Before Abraham could do harm to Isaac, the angel of the Lord interrupted him. Whether this angel was the pre-incarnate Christ or not is not important. Because the angel most definitely had the authority of the Lord in order to speak the way he did. If this was merely an angel sent to speak to Abraham and not the Lord Himself, that angel carries the full authority of the Lord. So the words here carry the same weight. So what did this angel say?

Do not…

The angel said not to stretch out his (Abraham’s) hand against Isaac. The angel was calling off the sacrifice. He said “don’t cut the boy’s throat.” That is quite a statement for the angel to make. This angel had to come with the Lord’s authority for only the Lord could say stop. Abraham was now not to do anything to Isaac. Why?

For now I know….

The angel of the Lord said that he knew that Abraham would not withhold the son of promise from God in any way, shape, matter or form. So what about this: did the Lord learn something about Abraham here? Oh boy, this opens a can of theological worms!

Without spending the next few months wading through that subject, let me say that God did not learn anything about Abraham. It was Abraham who learned something about himself. The context of this passage indicates this. It was in v. 1 that God tested Abraham. God decided to test Abraham’s faith. It seems to me that if God was testing Abraham, then God already had the answer but Abraham had not yet discovered this about himself.

So through the test, God was testing Abraham so that Abraham would learn the extent of his faith in God.

Parents do this to their children all the time. We ask our children questions, place them in situations, so they will react. We already know how they’ll react but they have yet to discover this reaction. When they react the way we knew they would react, have we learned anything? Nope. But we may say something like what the angel said to Abraham.

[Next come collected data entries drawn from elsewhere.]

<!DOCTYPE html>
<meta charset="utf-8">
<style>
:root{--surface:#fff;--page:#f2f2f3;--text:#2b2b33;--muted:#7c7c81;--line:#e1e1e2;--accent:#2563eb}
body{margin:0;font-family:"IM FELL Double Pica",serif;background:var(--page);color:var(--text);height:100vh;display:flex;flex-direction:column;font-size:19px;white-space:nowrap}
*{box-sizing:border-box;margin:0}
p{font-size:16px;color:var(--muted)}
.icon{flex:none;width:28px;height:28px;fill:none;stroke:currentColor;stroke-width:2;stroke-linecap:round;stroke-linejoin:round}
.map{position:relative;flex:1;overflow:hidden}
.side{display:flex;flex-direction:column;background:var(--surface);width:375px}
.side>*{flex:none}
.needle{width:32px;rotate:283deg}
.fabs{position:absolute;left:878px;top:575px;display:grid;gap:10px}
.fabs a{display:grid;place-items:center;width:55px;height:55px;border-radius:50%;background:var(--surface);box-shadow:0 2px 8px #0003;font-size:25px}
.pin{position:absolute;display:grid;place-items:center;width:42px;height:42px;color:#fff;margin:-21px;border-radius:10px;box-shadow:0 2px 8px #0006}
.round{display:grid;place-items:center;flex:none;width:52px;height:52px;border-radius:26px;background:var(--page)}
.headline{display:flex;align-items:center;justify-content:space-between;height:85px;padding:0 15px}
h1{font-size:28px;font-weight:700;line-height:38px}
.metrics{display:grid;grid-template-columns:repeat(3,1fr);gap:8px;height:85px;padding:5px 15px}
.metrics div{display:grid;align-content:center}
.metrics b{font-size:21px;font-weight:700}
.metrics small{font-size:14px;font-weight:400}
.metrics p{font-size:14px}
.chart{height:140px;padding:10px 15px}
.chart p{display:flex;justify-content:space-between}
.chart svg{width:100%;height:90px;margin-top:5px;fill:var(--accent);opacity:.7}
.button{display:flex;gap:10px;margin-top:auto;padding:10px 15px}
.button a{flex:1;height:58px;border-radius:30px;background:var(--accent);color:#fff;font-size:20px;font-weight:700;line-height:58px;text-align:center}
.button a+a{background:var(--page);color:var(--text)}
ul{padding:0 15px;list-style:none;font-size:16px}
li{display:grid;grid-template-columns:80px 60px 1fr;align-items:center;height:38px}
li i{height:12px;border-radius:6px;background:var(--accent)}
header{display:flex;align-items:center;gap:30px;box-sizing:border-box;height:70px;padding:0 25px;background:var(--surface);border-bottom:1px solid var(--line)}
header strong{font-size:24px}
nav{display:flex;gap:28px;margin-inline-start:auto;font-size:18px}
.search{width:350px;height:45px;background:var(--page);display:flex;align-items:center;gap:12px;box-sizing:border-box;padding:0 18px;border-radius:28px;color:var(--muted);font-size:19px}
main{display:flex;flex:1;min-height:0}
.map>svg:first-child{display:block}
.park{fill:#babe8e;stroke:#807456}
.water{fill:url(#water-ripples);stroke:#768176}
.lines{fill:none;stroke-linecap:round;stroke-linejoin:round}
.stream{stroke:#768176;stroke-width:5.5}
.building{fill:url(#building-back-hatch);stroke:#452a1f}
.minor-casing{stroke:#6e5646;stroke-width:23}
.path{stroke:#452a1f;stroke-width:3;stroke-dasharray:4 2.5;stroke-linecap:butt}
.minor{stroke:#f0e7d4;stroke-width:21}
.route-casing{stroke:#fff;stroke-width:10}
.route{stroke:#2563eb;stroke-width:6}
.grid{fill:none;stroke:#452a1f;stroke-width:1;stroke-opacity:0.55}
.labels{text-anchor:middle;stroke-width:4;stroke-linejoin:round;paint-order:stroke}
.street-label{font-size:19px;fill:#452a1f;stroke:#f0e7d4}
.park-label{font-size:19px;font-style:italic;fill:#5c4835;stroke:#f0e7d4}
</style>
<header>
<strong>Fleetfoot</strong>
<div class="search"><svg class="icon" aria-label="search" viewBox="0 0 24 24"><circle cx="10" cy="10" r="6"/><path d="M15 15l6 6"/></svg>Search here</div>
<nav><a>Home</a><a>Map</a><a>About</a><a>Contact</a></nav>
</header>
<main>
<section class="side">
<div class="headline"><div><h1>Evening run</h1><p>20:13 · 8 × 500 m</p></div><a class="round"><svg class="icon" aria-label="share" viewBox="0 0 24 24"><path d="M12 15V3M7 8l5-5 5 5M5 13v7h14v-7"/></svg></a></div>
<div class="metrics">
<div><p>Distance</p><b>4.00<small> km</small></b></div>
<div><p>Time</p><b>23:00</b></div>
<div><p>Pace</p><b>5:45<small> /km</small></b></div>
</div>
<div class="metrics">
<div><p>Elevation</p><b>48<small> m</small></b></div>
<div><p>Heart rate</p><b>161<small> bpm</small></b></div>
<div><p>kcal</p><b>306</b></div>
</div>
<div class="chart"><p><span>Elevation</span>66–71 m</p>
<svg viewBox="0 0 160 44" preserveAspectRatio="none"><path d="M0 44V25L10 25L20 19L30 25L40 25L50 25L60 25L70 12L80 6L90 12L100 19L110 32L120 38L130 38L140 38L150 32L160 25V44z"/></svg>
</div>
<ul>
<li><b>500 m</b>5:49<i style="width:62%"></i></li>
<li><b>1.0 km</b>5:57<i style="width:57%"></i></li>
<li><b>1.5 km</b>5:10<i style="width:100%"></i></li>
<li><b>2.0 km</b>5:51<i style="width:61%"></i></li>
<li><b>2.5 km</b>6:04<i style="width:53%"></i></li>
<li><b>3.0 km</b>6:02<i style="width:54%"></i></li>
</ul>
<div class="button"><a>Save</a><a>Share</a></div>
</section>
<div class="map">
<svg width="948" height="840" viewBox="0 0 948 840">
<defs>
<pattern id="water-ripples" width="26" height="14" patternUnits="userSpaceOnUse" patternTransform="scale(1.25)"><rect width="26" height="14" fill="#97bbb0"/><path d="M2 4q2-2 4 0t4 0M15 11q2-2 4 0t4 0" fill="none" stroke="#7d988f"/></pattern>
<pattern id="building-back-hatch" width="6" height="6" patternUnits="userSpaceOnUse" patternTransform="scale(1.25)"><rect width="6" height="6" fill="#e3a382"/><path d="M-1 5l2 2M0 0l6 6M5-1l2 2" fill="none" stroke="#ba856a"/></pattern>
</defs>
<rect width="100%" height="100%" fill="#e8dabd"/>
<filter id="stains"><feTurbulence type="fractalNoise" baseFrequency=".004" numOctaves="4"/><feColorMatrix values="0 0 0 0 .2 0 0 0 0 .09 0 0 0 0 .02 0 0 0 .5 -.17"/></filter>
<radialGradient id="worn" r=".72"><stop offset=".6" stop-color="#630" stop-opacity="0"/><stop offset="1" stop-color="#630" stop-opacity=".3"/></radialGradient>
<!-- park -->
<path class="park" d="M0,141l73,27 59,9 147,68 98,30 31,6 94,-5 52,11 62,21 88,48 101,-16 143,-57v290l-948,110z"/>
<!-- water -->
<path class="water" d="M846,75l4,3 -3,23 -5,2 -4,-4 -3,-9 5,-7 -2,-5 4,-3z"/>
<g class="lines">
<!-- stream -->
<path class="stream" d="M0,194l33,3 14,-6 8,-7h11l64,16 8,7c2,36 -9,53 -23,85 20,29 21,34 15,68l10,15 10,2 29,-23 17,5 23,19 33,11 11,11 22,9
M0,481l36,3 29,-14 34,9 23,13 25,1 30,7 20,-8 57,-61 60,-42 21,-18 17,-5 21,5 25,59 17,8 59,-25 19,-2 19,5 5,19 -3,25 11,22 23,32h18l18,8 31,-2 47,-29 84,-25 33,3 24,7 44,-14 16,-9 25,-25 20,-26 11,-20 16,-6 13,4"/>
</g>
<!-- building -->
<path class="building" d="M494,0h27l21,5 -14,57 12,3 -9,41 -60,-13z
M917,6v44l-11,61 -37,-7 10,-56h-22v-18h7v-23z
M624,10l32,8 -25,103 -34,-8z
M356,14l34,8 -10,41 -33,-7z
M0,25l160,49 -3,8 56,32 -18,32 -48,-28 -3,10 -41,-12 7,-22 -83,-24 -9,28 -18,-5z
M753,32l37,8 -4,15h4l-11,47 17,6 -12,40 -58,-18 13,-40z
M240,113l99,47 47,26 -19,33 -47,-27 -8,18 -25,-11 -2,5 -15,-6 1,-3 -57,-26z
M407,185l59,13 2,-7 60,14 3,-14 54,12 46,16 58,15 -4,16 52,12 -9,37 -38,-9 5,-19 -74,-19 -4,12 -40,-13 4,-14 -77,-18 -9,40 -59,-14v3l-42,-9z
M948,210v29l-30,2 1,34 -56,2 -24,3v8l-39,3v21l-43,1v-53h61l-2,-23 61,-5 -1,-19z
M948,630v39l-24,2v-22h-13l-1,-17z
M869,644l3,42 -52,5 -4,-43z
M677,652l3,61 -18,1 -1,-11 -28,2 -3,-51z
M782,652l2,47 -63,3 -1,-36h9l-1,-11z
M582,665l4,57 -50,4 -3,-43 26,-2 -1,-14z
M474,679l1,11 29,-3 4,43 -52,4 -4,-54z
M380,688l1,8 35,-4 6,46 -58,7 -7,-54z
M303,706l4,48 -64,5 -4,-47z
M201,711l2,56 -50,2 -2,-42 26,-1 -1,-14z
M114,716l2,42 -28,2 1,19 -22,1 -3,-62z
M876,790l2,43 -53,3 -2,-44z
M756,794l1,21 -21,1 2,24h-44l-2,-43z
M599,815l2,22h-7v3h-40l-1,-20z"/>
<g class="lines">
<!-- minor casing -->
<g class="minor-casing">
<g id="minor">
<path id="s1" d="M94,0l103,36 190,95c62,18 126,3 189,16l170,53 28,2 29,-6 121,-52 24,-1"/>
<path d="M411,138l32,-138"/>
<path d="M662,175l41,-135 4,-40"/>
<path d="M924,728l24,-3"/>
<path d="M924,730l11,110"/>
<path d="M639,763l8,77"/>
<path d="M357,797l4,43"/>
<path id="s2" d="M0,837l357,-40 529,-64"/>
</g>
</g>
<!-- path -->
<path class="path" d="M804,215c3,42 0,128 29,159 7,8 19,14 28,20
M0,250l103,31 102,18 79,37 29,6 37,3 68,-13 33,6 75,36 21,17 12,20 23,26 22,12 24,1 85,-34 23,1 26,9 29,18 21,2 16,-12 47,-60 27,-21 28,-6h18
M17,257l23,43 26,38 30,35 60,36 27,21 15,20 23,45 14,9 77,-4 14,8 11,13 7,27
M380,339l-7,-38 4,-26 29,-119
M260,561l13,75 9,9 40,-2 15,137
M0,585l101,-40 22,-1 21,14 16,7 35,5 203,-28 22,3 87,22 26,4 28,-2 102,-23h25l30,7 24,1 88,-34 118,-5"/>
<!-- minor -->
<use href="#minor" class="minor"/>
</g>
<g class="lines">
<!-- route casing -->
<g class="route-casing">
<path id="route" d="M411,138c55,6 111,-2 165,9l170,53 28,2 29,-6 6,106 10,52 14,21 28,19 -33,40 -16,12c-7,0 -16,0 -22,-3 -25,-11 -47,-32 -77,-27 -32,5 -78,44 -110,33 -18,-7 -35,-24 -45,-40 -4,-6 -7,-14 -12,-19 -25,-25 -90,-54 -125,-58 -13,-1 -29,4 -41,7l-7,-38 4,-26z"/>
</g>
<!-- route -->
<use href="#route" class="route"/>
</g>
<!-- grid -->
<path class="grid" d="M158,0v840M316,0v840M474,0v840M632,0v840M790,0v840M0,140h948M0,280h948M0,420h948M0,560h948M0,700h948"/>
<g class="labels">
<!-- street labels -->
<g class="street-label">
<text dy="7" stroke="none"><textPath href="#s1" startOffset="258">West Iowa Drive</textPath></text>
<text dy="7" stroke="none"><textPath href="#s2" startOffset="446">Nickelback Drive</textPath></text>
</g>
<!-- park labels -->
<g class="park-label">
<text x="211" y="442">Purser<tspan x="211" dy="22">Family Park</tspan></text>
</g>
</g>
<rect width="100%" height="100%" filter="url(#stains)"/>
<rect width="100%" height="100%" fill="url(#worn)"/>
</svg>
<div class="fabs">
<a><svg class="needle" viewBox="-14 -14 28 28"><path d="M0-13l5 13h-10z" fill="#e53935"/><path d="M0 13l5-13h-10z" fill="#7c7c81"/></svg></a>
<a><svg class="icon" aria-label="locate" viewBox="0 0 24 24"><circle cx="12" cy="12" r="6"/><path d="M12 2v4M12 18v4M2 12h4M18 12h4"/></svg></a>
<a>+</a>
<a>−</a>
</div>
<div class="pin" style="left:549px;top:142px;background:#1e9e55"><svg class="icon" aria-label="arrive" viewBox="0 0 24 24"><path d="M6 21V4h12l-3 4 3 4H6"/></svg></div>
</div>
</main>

Abraham learned the extent of his faith in God. Abraham learned that he trusted God to the uttermost. He learned that nothing would ever replace his commitment to God, not even family. Abraham learned that he really did belong to God and would follow Him at whatever the cost. that is a good thing to know.

 

How do we do with knowing our commitment to God? I know we talk a good game about being committed, but are we really committed? If God called me – or you – to a place of sacrifice, would we go? You know, we should know that answer already.

God has called us to be living sacrifices. He has called us to take up our cross and follow Him. He has called us to leave all we know to follow Him on the narrow way into heaven.

We are at the place of sacrifice. Have we – you and me – discovered the extent of our faith? Just like Abraham, have we come to lay all on the altar in worship of Him?